Friday, March 27, 2009

Week #11 Journal

This week we mostly learned more about integrating musical activities into children's literature and the many different and creative ways it can be done. We learned how you can integrate different subject areas as well as music and non-music concepts into a children's book so you can teach the children something while they are having fun with the story. A teacher has to think of creative ways that music can be integrated into a children's story. For instance, on Wednesday we each played a different instrument together during the Chicken Little story, and each instrument represented a character in the story. Then on Friday we brought recyclable items to class and used them to create sounds of rain and thunder during the story Thunder Cake. It also allowed us, the students, to be creative in coming up with our own sounds that represented thunder. Creativity is important to young children, and teachers must do all they can do to enhance the creativity in children and not stifle it. ALso, by doing these fun things while telling a story, the children are more likely to pay attention to the story and learn something from it rather than let their minds drift off.

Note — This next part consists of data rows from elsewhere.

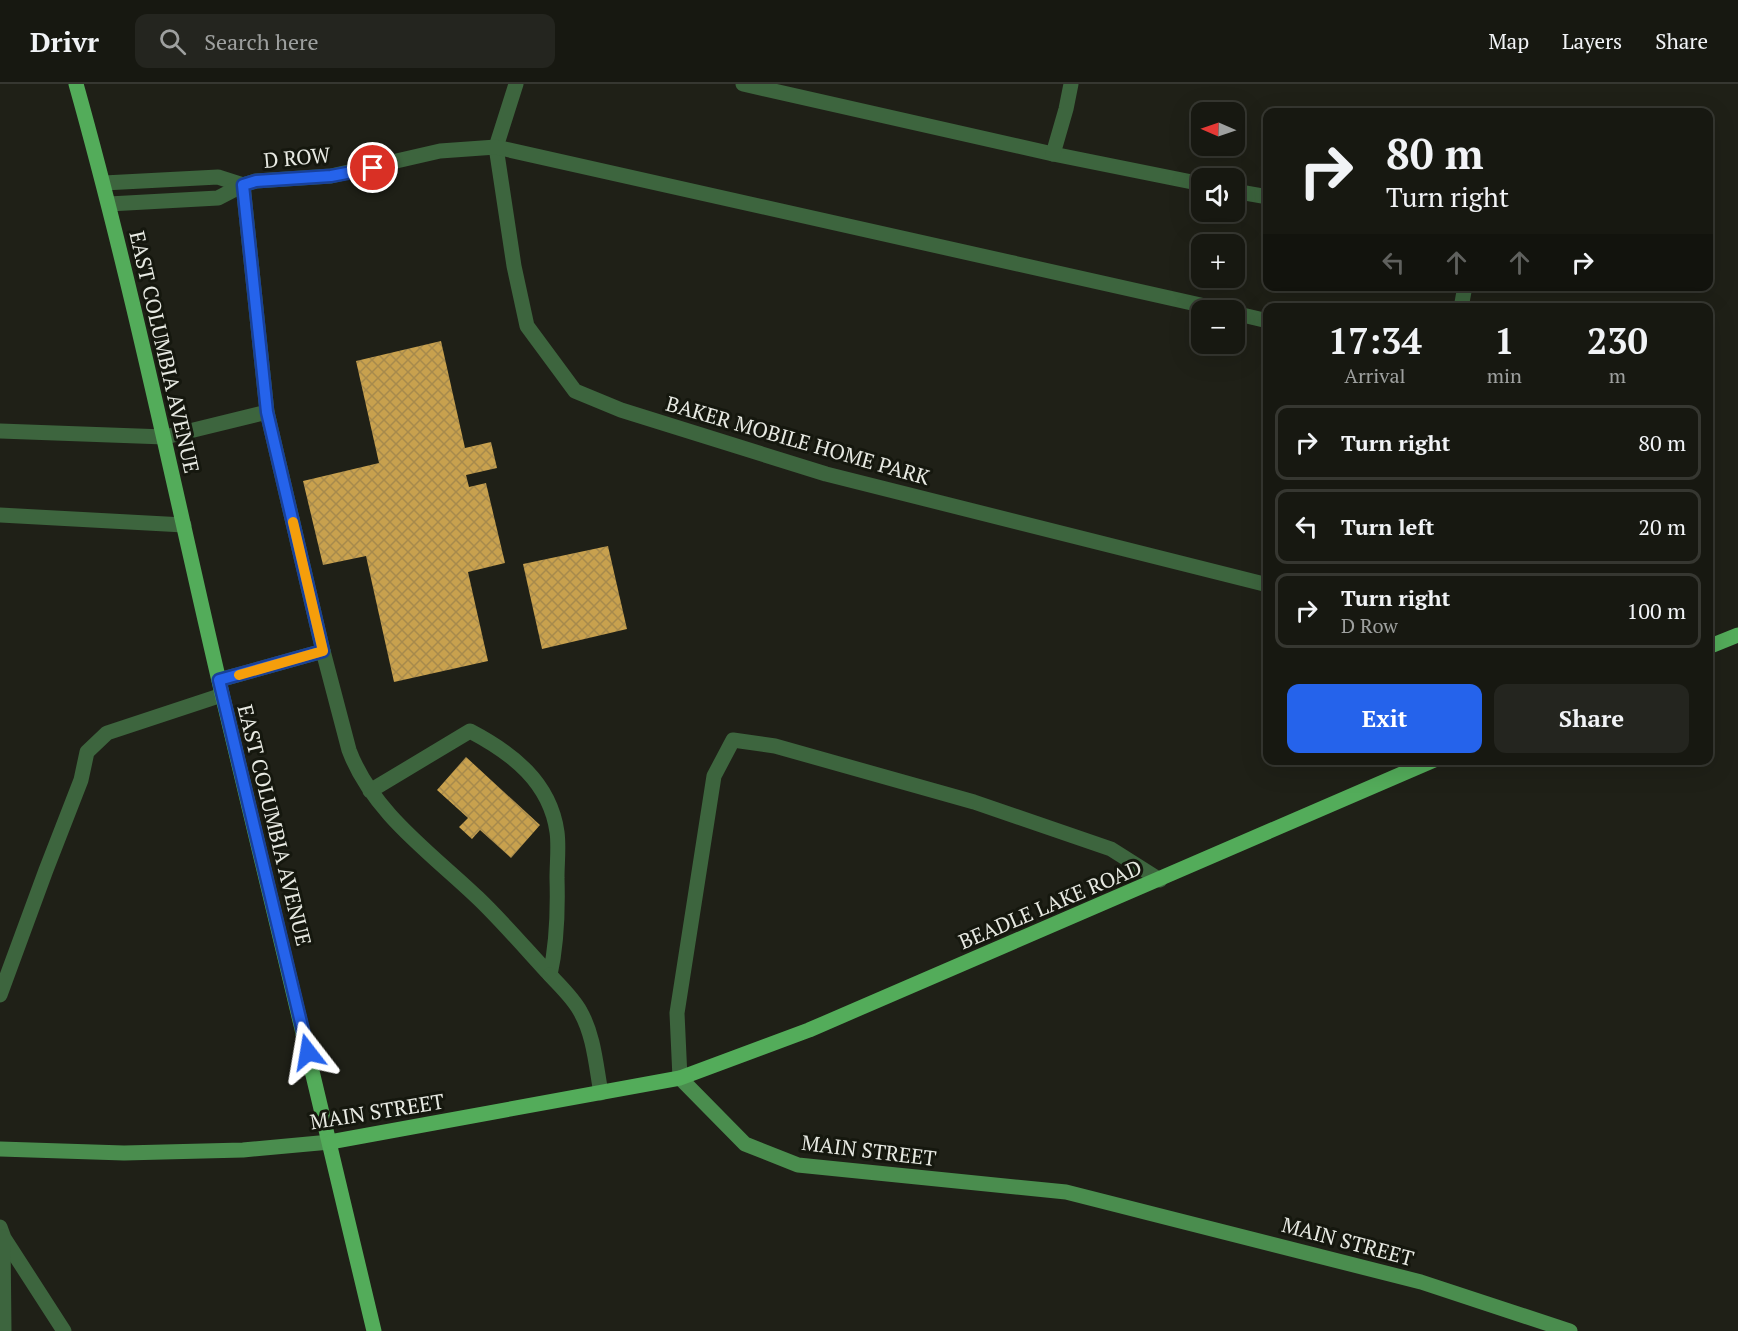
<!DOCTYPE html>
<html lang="en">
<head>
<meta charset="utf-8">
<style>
  :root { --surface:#171811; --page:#24251f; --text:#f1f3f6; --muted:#9ea09f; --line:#363731; --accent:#2563eb }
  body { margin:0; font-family:"PT Serif",serif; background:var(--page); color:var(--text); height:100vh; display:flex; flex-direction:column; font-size:22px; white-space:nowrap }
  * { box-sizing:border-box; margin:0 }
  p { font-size:20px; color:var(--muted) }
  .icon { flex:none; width:33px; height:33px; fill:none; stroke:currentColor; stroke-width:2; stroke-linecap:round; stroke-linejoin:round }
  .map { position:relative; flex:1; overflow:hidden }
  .drawer { position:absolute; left:1263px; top:219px; width:450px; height:462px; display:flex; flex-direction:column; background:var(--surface); border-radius:12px; box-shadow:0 6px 24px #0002,0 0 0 2px var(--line) }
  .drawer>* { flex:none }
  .guide { position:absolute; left:1263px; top:24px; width:450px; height:183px; border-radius:12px; box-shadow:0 6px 24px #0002,0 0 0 2px var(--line); background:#171811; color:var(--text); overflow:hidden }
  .needle { width:39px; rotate:272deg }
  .controls { position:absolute; left:1191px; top:18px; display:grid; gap:12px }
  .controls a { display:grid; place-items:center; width:54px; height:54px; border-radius:12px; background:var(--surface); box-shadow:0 6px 24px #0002,0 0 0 2px var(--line); font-size:30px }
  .pin { position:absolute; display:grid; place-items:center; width:51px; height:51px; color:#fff; margin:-26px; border:3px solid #fff; border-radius:50%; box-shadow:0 2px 6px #0007 }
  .me { position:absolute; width:66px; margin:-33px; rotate:346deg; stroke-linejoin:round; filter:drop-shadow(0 0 4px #0008) }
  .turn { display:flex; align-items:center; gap:21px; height:126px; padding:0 24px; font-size:27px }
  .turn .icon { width:78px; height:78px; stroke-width:2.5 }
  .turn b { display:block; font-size:42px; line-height:51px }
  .lanes { display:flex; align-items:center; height:57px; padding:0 24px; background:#0003; justify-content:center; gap:30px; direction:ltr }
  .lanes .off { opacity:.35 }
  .eta { display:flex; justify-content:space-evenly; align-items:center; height:102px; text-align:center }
  .eta b { font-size:36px; font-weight:700; line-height:42px }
  .cta { display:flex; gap:12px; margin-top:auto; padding:12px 24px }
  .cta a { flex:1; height:69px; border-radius:12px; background:var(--accent); color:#fff; font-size:24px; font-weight:700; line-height:69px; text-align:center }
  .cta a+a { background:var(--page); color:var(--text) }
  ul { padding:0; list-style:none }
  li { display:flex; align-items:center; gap:18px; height:75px; margin:0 12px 9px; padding:0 12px; border:3px solid var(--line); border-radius:12px }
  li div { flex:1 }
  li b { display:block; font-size:22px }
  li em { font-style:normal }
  header { display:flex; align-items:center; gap:36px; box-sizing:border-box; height:84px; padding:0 30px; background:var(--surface); border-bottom:2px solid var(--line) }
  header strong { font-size:28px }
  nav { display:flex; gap:33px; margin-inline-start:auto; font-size:21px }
  .search { width:420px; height:54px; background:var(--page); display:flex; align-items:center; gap:15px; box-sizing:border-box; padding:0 21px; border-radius:12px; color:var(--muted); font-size:22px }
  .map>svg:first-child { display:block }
  .building { fill:url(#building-cross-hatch) }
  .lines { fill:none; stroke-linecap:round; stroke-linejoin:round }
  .lane { stroke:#3d653e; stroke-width:15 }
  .street { stroke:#3d653e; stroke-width:15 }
  .secondary { stroke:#4a8d4e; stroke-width:15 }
  .primary { stroke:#53ac5a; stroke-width:15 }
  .route-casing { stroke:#184099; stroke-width:15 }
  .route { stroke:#2563eb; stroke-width:10 }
  .slow { stroke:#f59e0b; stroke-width:10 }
  .labels { text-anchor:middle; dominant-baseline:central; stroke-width:6; stroke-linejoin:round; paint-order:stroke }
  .street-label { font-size:21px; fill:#e7e9e2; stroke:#15170e }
</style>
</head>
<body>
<header>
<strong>Drivr</strong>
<div class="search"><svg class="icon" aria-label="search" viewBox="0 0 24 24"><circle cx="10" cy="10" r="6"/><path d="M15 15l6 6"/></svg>Search here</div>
<nav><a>Map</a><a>Layers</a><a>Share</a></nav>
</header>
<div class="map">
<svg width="1738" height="1247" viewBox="0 0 1738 1247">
  <defs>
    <pattern id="building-cross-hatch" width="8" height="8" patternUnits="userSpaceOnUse" patternTransform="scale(1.5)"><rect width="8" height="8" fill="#c8a14e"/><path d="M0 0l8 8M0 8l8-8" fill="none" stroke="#a78a4c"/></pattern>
  </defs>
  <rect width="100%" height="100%" fill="#1f2017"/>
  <g class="building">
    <polygon points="441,257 465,364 491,358 497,384 466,391 469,403 486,399 505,479 468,488 488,577 394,598 366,472 323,481 303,397 379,379 356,277"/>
    <polygon points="608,462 627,545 542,565 523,480"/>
    <polygon points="466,673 540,741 511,774 480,746 472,755 459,743 468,734 437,706"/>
  </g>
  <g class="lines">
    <g class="lane">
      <polyline points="243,101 267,328"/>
      <polyline points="165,353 267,328 323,567"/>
      <polyline points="0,431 184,441"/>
      <path d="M219,596l104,-29 26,99c23,62 82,103 129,148 25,24 48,51 72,77 7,-32 8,-64 7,-97 0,-15 2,-32 0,-46 -7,-50 -45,-79 -87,-101l-100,60"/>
      <path d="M550,891c10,11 23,23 30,36 14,24 16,55 21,82"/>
      <polyline points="0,911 46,786 81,696 87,668 107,649 222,611"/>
      <polyline points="0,1143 4,1154 64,1247"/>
      <polyline points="3,1153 4,1247"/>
    </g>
    <g class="street">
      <polyline points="516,0 496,63 514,182 527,242 575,307 621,326 826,390 1268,501"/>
      <polyline points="743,0 1053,70 1202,100"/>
      <polyline points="1053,70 1066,25 1071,0"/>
      <polyline points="104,99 218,93 243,101"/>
      <polyline points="1234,107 1268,113"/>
      <polyline points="109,120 218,114 243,101 256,97 331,92 440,67 496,63 1223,226"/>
      <polyline points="1461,224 1465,202"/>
      <polyline points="1234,229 1268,237"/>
      <polyline points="0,347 165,353"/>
      <polyline points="680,994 677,929 714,692 733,656 775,662 974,718 1111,765 1160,796"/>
    </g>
    <g class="secondary">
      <polyline points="680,994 745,1060 798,1081 1066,1108 1421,1198 1570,1247"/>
      <polyline points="0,1065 124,1069 243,1066 330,1058"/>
    </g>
    <g class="primary">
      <path d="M76,0c57,203 99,409 147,614 49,211 102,422 151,633"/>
      <polyline points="1708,563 1738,551"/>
      <polyline points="330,1058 680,994 809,946 1434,676"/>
    </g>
  </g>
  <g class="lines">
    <g class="route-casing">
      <polyline id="route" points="308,968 219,596 323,567 267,328 243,101 256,97 331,92 373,84"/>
    </g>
    <use href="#route" class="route"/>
    <polyline class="slow" points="239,591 323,567 293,438"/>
  </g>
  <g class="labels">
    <g class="street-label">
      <text transform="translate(297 73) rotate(-5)">D ROW</text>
      <text transform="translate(165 268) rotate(77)">EAST COLUMBIA AVENUE</text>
      <text transform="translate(798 356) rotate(16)">BAKER MOBILE HOME PARK</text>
      <text transform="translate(275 741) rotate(76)">EAST COLUMBIA AVENUE</text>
      <text transform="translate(1050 820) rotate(-23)">BEADLE LAKE ROAD</text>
      <text transform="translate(377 1027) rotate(-9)">MAIN STREET</text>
      <text transform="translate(869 1066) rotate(7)">MAIN STREET</text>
      <text transform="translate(1348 1157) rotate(15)">MAIN STREET</text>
    </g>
  </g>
</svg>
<div class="controls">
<a><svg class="needle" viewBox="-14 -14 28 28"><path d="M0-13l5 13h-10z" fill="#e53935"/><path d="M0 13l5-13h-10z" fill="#9ea09f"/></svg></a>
<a><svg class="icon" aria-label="sound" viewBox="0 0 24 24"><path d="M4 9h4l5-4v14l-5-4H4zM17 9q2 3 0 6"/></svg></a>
<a>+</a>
<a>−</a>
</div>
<div class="pin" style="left:373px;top:84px;background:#d93025"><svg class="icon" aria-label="arrive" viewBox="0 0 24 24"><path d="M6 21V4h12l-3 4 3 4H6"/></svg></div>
<svg class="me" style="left:308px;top:968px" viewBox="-20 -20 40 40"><path d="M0-17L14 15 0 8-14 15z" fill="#2563eb" stroke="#fff" stroke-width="4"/></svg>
<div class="guide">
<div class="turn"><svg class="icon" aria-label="right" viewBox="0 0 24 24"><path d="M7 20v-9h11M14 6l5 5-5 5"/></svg><div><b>80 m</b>Turn right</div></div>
<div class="lanes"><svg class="icon off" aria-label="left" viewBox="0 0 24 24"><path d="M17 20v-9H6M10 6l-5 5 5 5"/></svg><svg class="icon off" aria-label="ahead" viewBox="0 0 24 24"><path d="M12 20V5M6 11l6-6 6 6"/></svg><svg class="icon off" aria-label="ahead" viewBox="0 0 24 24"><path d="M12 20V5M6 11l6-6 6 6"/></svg><svg class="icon" aria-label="right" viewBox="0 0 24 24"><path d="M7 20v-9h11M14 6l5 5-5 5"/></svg></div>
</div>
<section class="drawer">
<div class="eta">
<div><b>17:34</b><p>Arrival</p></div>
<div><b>1</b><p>min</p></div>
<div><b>230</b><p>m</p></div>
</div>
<ul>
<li><svg class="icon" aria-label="right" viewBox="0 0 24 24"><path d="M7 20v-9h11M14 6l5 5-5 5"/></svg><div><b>Turn right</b></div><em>80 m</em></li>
<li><svg class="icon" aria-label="left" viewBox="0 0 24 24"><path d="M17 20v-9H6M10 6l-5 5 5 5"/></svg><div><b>Turn left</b></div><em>20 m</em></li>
<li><svg class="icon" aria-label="right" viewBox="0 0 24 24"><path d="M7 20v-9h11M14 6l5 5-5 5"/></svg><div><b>Turn right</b><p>D Row</p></div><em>100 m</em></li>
</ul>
<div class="cta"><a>Exit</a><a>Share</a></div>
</section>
</div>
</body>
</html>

On Friday this week we also learned two new notes on the recorder, E and F. I thought these new notes were harder than ones we learned before because we had to use almost all of our fingers and my fingers got tired quickly.
This week we also learned what binary form is. Binary form is when a song is broken up into two different parts. One part, the A part, is the chorus of the song and the other part, the B part, is the bridge of the song. For example, when we did the hand jive in class to the Ray Charles song Hit the Road Jack, the song had a binary form. During part A, we did the hand jive and during part B we danced around with our partner.